At the commercial level, you have to be able to do an intercept to a beacon. Most people do a VOR because it’s easier. Even so, I nearly slipped up being given an inbound intercept and when asked what heading I was going to turn to once I reached the radial, blurted out the radial heading instead of the inbound heading, but caught myself and changed my answer.

The last couple of days has turned my brain to mush. Yesterday we did holds in the simulator, starting with a VOR. Since I made it through that and wasn’t yet curled up in a fetal position on the floor of the sim cockpit, the second session was over an NDB, first with an inbound leg of 090, then switching to non-standard left hand turns, then switching to holding with an inbound leg of 270. All following procedure turns, and expecting me to make the appropriate radio calls entering and established, and since I was doing so well I guess, he gave me a 15kt crosswind.

I think it’s like learning a new language. You can learn the grammar and the vocabulary, and look up unfamiliar words and kind of manage. But to really function in society, you have to gain a certain minimum fluency, and there’s no way to do that but practice. IFR, it’s one thing to be able to answer questions on a paper, but to be able to figure out whether you’re going to do an offset entry or a parallel entry before you cross the beacon and have to start your turn, and then you have 60 seconds of a standard rate turn to figure out what the ADF with display once you’re abeam the beacon, and then throw in wind correction to muck up your angles, that just takes practice.

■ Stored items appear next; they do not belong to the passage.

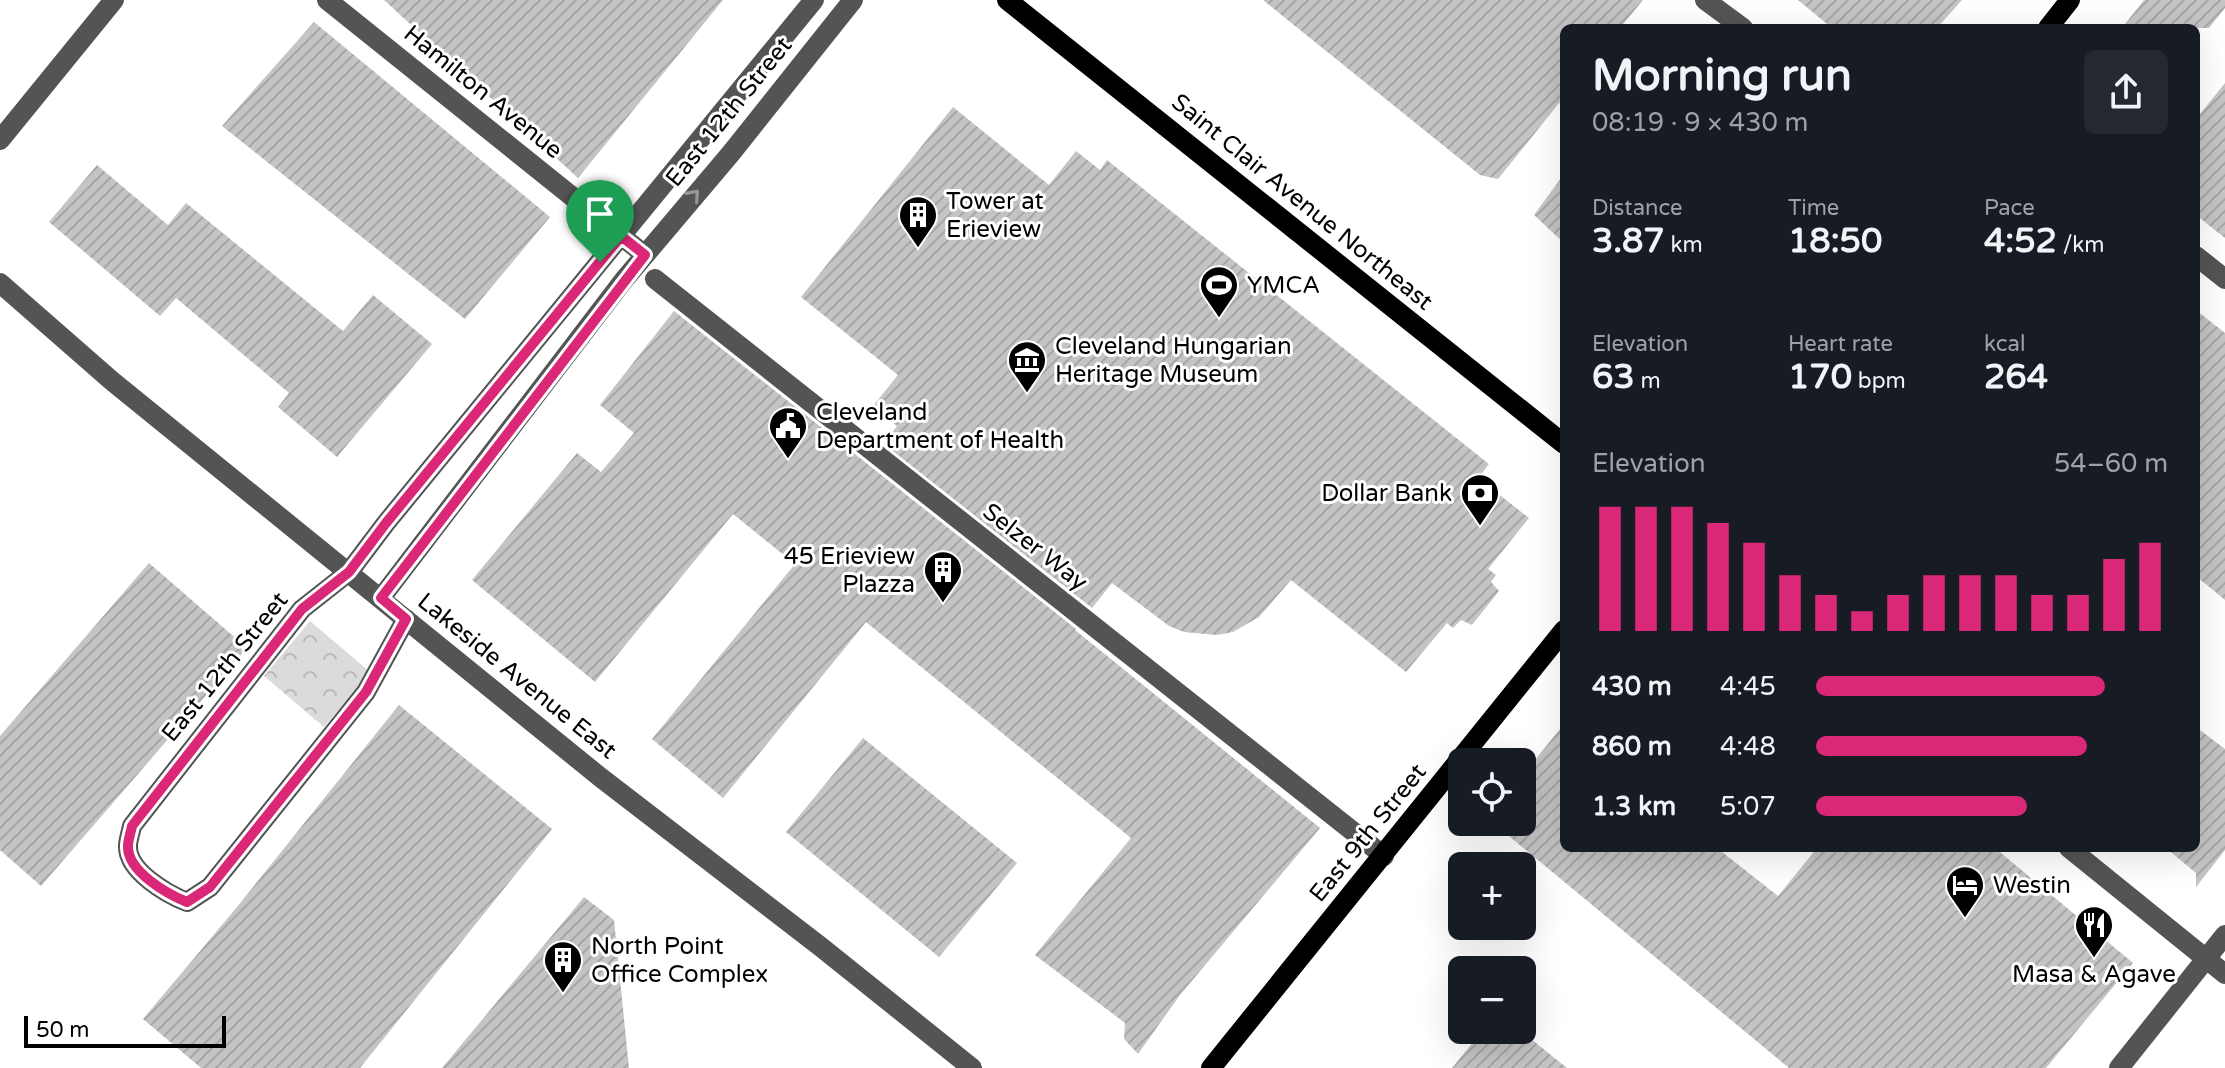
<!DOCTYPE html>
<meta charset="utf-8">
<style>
:root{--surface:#171b24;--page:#242831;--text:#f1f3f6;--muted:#9ea1a6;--accent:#db2777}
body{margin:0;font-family:"Varela Round",sans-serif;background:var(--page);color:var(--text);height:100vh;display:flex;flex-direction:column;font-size:30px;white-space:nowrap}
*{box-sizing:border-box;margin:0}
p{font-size:26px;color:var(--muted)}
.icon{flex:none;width:44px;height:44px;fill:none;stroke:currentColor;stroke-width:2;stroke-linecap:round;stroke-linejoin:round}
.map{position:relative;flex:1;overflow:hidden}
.side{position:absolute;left:1560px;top:24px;width:640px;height:828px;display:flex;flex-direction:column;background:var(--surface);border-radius:12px;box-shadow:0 8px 32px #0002}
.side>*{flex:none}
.buttons{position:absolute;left:1448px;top:748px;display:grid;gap:16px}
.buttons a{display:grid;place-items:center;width:88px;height:88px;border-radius:12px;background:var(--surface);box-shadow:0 8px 32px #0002;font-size:40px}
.scale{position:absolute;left:24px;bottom:20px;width:202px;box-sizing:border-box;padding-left:8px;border:4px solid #000;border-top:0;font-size:22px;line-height:28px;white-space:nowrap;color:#000;-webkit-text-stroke:6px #fff;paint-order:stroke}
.pin{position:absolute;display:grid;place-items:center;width:68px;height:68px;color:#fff;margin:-82px -34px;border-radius:50% 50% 50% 0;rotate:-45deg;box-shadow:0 0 8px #0007}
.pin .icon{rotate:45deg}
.round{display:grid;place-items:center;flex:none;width:84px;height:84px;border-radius:12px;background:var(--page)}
.summary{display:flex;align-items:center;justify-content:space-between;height:136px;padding:0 32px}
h1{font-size:44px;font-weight:800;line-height:60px}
.stats{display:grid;grid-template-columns:repeat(3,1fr);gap:12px;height:136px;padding:8px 32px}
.stats div{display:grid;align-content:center}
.stats b{font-size:34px;font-weight:800}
.stats small{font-size:22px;font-weight:400}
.stats p{font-size:22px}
.chart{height:224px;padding:16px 32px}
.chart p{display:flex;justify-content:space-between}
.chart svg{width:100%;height:144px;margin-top:8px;stroke:var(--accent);stroke-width:6}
ul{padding:0 32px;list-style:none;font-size:26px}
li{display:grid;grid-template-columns:128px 96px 1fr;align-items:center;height:60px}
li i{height:20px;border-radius:10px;background:var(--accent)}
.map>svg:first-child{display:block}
.forest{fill:url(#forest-crowns)}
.building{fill:url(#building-hatch)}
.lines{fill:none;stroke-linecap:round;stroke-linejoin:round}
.minor{stroke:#545454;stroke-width:20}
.major{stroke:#000;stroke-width:20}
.oneway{stroke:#989898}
.route-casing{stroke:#fff;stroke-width:16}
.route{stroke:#db2777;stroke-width:10}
.labels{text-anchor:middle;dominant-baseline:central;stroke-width:6;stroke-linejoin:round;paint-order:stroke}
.street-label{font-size:24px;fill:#000;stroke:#fff}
.poi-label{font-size:24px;fill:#000;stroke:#fff;text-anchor:start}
</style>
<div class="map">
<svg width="2225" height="1068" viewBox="0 0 2225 1068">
<defs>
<pattern id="forest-crowns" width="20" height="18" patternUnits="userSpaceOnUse" patternTransform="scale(2)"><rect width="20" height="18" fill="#dbdbdb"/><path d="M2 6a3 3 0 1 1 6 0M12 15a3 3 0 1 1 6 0" fill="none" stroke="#bababa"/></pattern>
<pattern id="building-hatch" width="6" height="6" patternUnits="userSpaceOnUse" patternTransform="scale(2)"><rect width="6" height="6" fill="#c4c4c4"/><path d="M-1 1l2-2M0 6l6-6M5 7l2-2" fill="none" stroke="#a7a7a7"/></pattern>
</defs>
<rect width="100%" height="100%" fill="#fff"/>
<path class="forest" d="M 310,621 L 370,672 L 324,727 L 264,676 Z"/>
<path class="building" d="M 384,0 L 723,0 L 578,178 Z
M 1263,0 L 1643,0 L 1620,28 L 1564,28 L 1564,97 L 1498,179 L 1480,175 Z
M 1798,0 L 1962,0 L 1937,28 L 1832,28 Z
M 2144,0 L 2225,0 L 2225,8 L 2209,28 L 2122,28 Z
M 314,22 L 550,217 L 465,319 L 222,126 Z
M 2225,83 L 2225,238 L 2196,215 L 2196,119 Z
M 953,107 L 1049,185 L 1076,151 L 1100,170 L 1107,160 L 1489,464 L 1478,478 L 1529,518 L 1488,569 L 1496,575 L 1491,582 L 1499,591 L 1472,625 L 1461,620 L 1453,628 L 1447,623 L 1406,672 L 1291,580 L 1259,617 L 1233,632 L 1217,635 L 1184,632 L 1169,626 L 1112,583 L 1092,608 L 884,444 L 897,426 L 873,406 L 898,375 L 801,297 Z
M 97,165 L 168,225 L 186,203 L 343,331 L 373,295 L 432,344 L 337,457 L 278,407 L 289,393 L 176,298 L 160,316 L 49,222 Z
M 1564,174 L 1564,243 L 1534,215 Z
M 2196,310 L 2225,333 L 2225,600 L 2196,576 Z
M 674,311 L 1076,629 L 1075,630 L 1320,828 L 1180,995 L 1138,1054 L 1124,1039 L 1125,1023 L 1035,955 L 1131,838 L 866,622 L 723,798 L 652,739 L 795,564 L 733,514 L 595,682 L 472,580 L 577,453 L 601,472 L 634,433 L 600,405 Z
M 149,563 L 247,648 L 41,886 L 0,850 L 0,736 Z
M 399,705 L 552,829 L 360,1068 L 201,1068 L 143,1019 L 237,907 Z
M 1564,724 L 1564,848 L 1717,848 L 1778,896 L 1817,848 L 1995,848 L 2133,963 L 2046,1068 L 1789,1068 L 1492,822 L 1522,822 L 1522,776 Z
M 2196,727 L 2225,749 L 2225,850 L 2196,887 L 2196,873 L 2166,848 L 2196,848 Z
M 863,738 L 1017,863 L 939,957 L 786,832 Z
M 584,897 L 614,920 L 629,1068 L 442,1068 Z
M 1483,1030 L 1520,1030 L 1567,1068 L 1452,1068 Z"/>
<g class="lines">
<path class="minor" d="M 327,0 L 645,255
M 1705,0 L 1743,28
M 0,140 L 114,0
M 2196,256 L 2225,279
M 655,279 L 1384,856
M 0,283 L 112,381 L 600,777 L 821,947 L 972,1068
M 381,598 L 623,281 L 732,152 L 853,0
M 406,619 L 366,692 L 210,887 L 187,902 C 167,894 127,871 128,846 C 128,840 131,832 132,826 L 302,609 L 349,572 L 386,523 L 814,0
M 2069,848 L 2225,974
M 2119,1068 L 2225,935"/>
<path class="major" d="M 1007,0 L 1564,444
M 2048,28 L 2070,0
M 1211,1068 L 1564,630"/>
</g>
<defs><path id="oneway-chevron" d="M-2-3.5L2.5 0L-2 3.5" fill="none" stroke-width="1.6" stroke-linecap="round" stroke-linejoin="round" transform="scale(2)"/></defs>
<use class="oneway" href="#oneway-chevron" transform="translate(694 195) rotate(-49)"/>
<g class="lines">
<defs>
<path id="route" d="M 621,236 L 645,255 L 381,598 L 406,619 L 366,692 L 210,887 L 187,902 C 167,894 127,871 128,846 C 128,840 131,832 132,826 L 302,609 L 349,572 L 386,523 Z"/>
</defs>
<use href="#route" class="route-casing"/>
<use href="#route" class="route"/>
</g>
<defs>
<symbol id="building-pin" viewBox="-11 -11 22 30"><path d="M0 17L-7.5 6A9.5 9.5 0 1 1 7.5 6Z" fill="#000" stroke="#fff"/><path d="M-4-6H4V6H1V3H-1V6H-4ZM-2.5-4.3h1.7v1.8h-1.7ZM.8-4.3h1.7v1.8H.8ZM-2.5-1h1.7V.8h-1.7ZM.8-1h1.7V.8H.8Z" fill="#fff"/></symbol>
<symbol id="stadium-pin" viewBox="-11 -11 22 30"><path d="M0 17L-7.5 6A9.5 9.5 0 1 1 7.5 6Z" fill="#000" stroke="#fff"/><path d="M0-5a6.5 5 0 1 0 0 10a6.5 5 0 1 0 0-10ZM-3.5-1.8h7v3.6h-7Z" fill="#fff"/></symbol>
<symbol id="museum-pin" viewBox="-11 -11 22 30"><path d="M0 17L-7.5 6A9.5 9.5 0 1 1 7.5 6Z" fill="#000" stroke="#fff"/><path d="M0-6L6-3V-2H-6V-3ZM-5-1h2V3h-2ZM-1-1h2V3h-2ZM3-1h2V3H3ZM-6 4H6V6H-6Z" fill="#fff"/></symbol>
<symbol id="civic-pin" viewBox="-11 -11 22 30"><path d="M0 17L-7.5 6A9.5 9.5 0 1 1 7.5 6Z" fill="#000" stroke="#fff"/><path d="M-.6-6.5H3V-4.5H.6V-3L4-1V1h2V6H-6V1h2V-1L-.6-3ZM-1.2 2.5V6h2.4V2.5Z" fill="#fff"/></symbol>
<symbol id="bank-pin" viewBox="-11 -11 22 30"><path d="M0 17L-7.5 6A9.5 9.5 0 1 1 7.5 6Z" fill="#000" stroke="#fff"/><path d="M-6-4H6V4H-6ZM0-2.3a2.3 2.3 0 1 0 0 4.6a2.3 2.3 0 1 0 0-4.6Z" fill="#fff"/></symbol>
<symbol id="hotel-pin" viewBox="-11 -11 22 30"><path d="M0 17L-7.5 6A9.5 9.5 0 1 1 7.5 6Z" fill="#000" stroke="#fff"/><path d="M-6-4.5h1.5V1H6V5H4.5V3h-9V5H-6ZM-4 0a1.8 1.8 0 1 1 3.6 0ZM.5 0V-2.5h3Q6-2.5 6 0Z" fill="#fff"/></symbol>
<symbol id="restaurant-pin" viewBox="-11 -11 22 30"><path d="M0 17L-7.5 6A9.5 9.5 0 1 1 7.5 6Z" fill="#000" stroke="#fff"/><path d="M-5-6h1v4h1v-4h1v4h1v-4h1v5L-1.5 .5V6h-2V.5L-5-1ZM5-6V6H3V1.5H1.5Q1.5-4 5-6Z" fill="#fff"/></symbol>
</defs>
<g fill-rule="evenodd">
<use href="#building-pin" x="896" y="193" width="44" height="60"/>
<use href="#stadium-pin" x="1197" y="263" width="44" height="60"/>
<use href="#museum-pin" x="1005" y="338" width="44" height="60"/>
<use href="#civic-pin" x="766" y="404" width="44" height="60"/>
<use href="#bank-pin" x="1458" y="471" width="44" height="60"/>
<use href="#building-pin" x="921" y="548" width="44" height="60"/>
<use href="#hotel-pin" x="1943" y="863" width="44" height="60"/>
<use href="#restaurant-pin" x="2072" y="903" width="44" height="60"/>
<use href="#building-pin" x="541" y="938" width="44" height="60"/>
</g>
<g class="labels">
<g class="street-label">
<text transform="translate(483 92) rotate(39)">Hamilton Avenue</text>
<text transform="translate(729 112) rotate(-51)">East 12th Street</text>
<text transform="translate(1302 202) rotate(39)">Saint Clair Avenue Northeast</text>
<text transform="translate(1035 547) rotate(38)">Selzer Way</text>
<text transform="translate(225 667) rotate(-51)">East 12th Street</text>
<text transform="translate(517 676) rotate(39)">Lakeside Avenue East</text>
<text transform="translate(1368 833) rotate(-51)">East 9th Street</text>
</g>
<g class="poi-label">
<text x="946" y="201">Tower at<tspan x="946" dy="28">Erieview</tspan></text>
<text x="1247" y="285">YMCA</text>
<text x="1055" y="346">Cleveland Hungarian<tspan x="1055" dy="28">Heritage Museum</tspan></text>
<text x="816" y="412">Cleveland<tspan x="816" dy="28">Department of Health</tspan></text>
<text x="1452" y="493" text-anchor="end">Dollar Bank</text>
<text x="915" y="556" text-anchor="end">45 Erieview<tspan x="915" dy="28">Plazza</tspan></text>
<text x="1993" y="885">Westin</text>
<text x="591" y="946">North Point<tspan x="591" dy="28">Office Complex</tspan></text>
<text x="2094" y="974" text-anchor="middle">Masa &amp; Agave</text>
</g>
</g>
</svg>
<div class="buttons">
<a><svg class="icon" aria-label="locate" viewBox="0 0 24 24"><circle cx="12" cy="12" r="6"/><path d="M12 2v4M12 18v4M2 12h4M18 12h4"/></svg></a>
<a>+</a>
<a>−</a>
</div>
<div class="scale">50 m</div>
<div class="pin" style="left:600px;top:262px;background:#1e9e55"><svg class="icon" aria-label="arrive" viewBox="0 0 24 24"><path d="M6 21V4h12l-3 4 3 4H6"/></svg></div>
<section class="side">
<div class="summary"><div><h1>Morning run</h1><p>08:19 · 9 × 430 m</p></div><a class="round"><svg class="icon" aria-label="share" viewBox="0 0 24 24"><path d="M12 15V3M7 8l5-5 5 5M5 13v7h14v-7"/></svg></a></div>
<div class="stats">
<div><p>Distance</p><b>3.87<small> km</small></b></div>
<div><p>Time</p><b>18:50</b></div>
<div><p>Pace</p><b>4:52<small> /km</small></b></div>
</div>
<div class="stats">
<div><p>Elevation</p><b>63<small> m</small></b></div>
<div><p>Heart rate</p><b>170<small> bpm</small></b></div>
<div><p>kcal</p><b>264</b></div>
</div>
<div class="chart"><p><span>Elevation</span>54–60 m</p>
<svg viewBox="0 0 160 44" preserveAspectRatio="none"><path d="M5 44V6M15 44V6M25 44V6M35 44V11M45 44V17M55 44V27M65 44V33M75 44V38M85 44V33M95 44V27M105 44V27M115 44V27M125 44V33M135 44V33M145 44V22M155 44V17"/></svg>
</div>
<ul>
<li><b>430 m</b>4:45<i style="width:82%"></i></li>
<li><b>860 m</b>4:48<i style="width:77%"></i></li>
<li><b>1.3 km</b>5:07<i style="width:60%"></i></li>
</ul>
</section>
</div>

In any case, I have a hard time being certain what a realistic timeline is for finishing these things. When I got my commercial licence I had three weeks last may to finish up and prepare, and we were definitely cramming, but I did it. I now have vacation planned for August this year, leaving myself lots of time to get the written test done and then finish up in my three weeks of vacation. He shook his head and said, nah. And told me I was going to be finished well before then. I guess I’m doing okay!